Problem description. Some lines in the listing hold the word "value". Return each of them.

Supplied entries.
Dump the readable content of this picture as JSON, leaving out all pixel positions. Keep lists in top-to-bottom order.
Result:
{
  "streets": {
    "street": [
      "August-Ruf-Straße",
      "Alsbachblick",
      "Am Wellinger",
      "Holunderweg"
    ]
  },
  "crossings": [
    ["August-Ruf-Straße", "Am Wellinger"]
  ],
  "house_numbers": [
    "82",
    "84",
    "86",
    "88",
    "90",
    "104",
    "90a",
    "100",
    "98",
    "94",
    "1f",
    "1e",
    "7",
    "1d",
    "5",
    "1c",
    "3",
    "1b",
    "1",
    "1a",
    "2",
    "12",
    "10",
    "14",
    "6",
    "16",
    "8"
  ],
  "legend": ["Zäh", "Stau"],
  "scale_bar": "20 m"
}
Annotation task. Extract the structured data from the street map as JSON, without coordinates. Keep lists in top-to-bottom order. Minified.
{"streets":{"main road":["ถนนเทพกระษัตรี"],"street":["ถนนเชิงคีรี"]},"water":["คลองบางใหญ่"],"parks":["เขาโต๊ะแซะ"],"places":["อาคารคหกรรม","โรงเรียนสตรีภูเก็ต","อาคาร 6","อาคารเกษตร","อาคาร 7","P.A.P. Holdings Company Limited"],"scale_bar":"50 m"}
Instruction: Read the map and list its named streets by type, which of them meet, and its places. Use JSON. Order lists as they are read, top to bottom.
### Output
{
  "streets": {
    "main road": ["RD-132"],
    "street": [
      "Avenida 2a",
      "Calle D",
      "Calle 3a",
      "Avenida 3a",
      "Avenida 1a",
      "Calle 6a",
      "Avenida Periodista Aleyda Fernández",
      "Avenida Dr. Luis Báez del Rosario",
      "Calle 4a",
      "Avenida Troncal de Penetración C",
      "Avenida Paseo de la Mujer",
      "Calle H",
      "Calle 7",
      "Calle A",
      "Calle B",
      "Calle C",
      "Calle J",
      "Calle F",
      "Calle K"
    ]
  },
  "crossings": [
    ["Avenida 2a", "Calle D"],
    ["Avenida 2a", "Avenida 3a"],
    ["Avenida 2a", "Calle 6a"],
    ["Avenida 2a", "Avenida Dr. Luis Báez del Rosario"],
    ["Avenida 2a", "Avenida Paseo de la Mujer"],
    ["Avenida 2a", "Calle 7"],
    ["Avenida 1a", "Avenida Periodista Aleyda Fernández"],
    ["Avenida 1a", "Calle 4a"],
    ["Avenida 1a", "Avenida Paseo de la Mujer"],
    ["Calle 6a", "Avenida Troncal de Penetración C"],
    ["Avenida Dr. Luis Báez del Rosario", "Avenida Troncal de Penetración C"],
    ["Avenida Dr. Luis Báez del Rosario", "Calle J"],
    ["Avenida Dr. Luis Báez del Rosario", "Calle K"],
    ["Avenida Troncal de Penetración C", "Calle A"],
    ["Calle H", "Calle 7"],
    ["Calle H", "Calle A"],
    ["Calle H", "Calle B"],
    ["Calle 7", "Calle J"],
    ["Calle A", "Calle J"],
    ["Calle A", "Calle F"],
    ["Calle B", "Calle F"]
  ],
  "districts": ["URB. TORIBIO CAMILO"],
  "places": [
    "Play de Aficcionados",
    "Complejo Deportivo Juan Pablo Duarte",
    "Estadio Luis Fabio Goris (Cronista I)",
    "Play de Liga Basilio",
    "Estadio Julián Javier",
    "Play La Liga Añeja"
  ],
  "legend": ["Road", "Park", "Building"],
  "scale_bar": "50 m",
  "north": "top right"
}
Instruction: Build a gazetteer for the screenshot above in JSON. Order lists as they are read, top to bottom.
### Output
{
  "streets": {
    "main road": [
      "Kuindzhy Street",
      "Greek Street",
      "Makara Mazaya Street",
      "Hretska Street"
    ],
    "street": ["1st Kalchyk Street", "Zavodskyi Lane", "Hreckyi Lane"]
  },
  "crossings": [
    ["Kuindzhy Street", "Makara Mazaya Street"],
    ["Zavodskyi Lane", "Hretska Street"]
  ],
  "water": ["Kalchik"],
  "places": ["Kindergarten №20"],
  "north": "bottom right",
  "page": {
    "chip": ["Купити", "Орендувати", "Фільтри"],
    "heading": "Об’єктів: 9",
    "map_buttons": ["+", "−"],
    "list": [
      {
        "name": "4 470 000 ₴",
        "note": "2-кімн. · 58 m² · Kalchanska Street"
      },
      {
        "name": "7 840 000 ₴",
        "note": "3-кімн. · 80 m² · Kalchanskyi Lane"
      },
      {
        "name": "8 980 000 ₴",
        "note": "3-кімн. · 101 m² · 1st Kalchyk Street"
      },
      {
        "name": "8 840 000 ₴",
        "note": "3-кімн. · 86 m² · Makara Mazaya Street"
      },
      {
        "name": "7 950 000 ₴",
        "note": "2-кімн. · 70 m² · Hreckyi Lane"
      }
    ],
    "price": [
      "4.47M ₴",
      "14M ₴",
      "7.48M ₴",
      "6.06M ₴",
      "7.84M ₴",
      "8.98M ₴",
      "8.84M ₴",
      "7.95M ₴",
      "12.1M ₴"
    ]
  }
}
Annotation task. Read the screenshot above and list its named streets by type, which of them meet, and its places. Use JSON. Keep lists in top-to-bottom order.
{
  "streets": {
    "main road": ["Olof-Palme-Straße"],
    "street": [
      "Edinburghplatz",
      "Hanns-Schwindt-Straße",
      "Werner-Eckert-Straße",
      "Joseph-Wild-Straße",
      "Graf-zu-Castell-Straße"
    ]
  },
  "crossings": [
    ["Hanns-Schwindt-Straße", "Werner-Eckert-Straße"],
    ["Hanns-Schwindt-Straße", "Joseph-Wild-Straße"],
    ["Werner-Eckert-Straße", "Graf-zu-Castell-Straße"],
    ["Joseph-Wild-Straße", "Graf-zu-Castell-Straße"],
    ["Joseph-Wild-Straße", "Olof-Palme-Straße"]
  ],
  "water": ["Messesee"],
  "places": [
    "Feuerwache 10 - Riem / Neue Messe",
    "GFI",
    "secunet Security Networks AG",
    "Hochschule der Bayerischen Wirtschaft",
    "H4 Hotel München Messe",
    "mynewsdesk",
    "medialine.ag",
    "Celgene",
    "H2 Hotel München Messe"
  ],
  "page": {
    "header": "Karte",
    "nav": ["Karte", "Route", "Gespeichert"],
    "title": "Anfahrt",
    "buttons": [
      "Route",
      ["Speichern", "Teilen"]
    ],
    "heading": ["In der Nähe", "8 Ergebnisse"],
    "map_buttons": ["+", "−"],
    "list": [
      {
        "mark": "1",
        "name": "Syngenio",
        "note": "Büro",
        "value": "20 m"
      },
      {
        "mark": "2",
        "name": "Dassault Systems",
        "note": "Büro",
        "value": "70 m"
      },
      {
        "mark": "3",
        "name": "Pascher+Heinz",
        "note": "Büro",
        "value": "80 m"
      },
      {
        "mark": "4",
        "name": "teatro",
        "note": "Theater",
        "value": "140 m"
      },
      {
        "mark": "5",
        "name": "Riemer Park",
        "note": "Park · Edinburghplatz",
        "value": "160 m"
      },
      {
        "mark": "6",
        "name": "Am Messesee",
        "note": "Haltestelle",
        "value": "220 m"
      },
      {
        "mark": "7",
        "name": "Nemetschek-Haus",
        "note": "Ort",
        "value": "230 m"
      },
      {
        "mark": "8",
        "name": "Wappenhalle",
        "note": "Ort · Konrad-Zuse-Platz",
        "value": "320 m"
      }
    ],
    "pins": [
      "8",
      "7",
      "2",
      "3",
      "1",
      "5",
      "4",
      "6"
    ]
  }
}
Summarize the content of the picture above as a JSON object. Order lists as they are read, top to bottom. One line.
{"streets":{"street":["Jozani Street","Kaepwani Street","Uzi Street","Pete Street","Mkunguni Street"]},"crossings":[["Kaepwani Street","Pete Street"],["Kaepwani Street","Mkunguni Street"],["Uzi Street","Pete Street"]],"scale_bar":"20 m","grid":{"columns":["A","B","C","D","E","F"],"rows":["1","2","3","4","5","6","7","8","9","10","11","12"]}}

Task result.
        "value": "20 m"
        "value": "70 m"
        "value": "80 m"
        "value": "140 m"
        "value": "160 m"
        "value": "220 m"
        "value": "230 m"
        "value": "320 m"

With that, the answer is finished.